» **WHAT IS EXPECTED**:
Each entry below is to be returned exactly, with any pictures left out.

Segment Start: RECORDS FOR THIS TASK

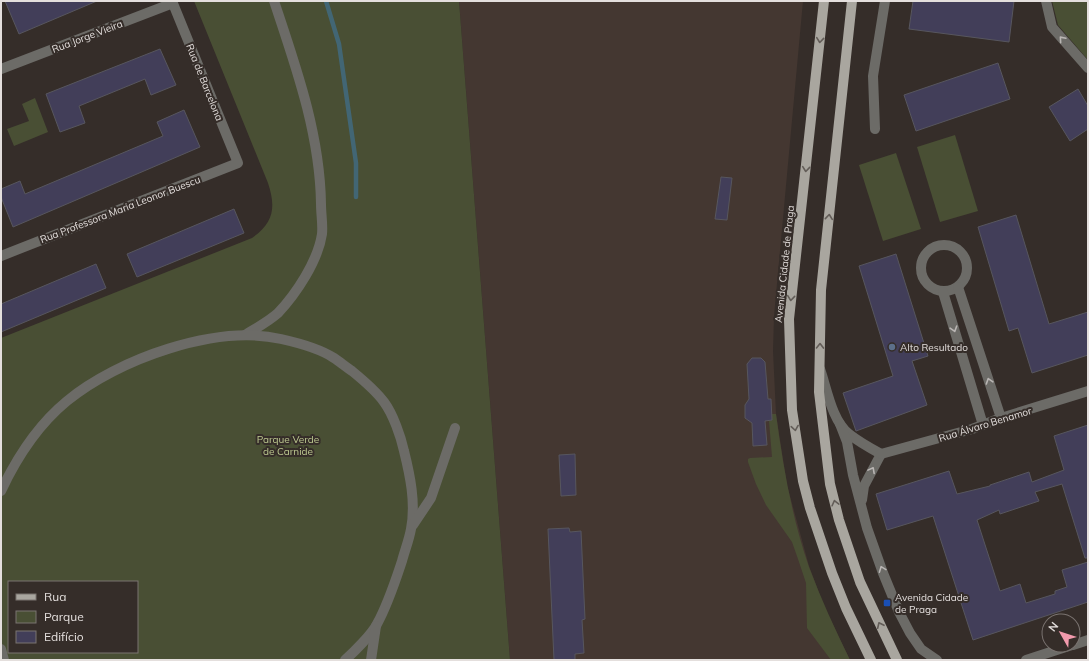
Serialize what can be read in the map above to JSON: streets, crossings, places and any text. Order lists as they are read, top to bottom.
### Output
{
  "streets": {
    "main road": ["Avenida Cidade de Praga"],
    "street": [
      "Rua Jorge Vieira",
      "Rua de Barcelona",
      "Rua Professora Maria Leonor Buescu",
      "Rua Álvaro Benamor"
    ]
  },
  "crossings": [
    ["Rua Jorge Vieira", "Rua de Barcelona"],
    ["Rua de Barcelona", "Rua Professora Maria Leonor Buescu"]
  ],
  "parks": ["Parque Verde de Carnide"],
  "places": {
    "other": ["Alto Resultado"],
    "transit": ["Avenida Cidade de Praga"]
  },
  "legend": ["Rua", "Parque", "Edifício"],
  "north": "top left"
}
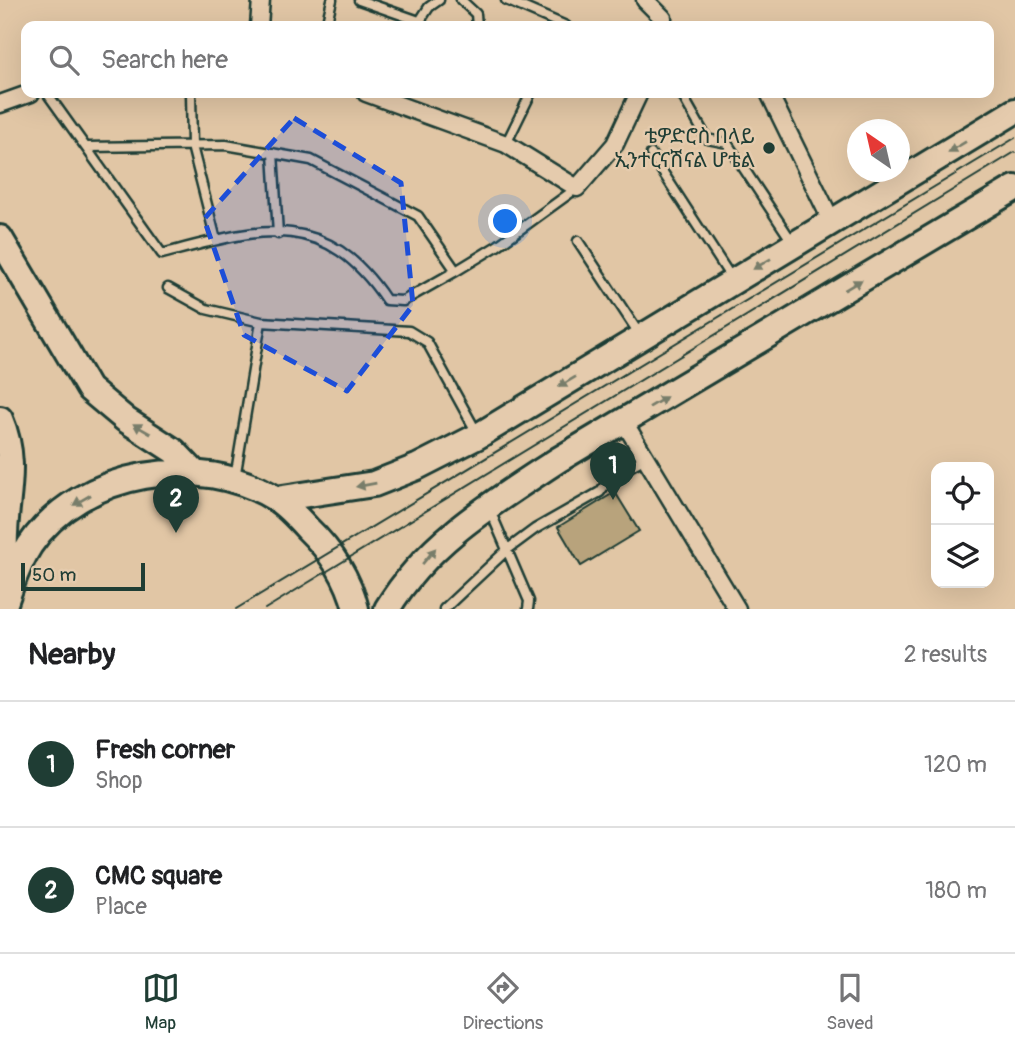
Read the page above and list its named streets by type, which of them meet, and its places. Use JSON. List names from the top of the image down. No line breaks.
{"places":["ቴዎድሮስ በላይ ኢንተርናሽናል ሆቴል"],"scale_bar":"50 m","north":"top left","page":{"search":"Search here","pins":["1","2"],"scale":"50 m","heading":["Nearby","2 results"],"list":[{"mark":"1","name":"Fresh corner","note":"Shop","value":"120 m"},{"mark":"2","name":"CMC square","note":"Place","value":"180 m"}],"nav":["Map","Directions","Saved"]}}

Segment End: RECORDS FOR THIS TASK

» **RESPONSE**:
Serialize what can be read in the map above to JSON: streets, crossings, places and any text. Order lists as they are read, top to bottom.
### Output
{
  "streets": {
    "main road": ["Avenida Cidade de Praga"],
    "street": [
      "Rua Jorge Vieira",
      "Rua de Barcelona",
      "Rua Professora Maria Leonor Buescu",
      "Rua Álvaro Benamor"
    ]
  },
  "crossings": [
    ["Rua Jorge Vieira", "Rua de Barcelona"],
    ["Rua de Barcelona", "Rua Professora Maria Leonor Buescu"]
  ],
  "parks": ["Parque Verde de Carnide"],
  "places": {
    "other": ["Alto Resultado"],
    "transit": ["Avenida Cidade de Praga"]
  },
  "legend": ["Rua", "Parque", "Edifício"],
  "north": "top left"
}
Read the page above and list its named streets by type, which of them meet, and its places. Use JSON. List names from the top of the image down. No line breaks.
{"places":["ቴዎድሮስ በላይ ኢንተርናሽናል ሆቴል"],"scale_bar":"50 m","north":"top left","page":{"search":"Search here","pins":["1","2"],"scale":"50 m","heading":["Nearby","2 results"],"list":[{"mark":"1","name":"Fresh corner","note":"Shop","value":"120 m"},{"mark":"2","name":"CMC square","note":"Place","value":"180 m"}],"nav":["Map","Directions","Saved"]}}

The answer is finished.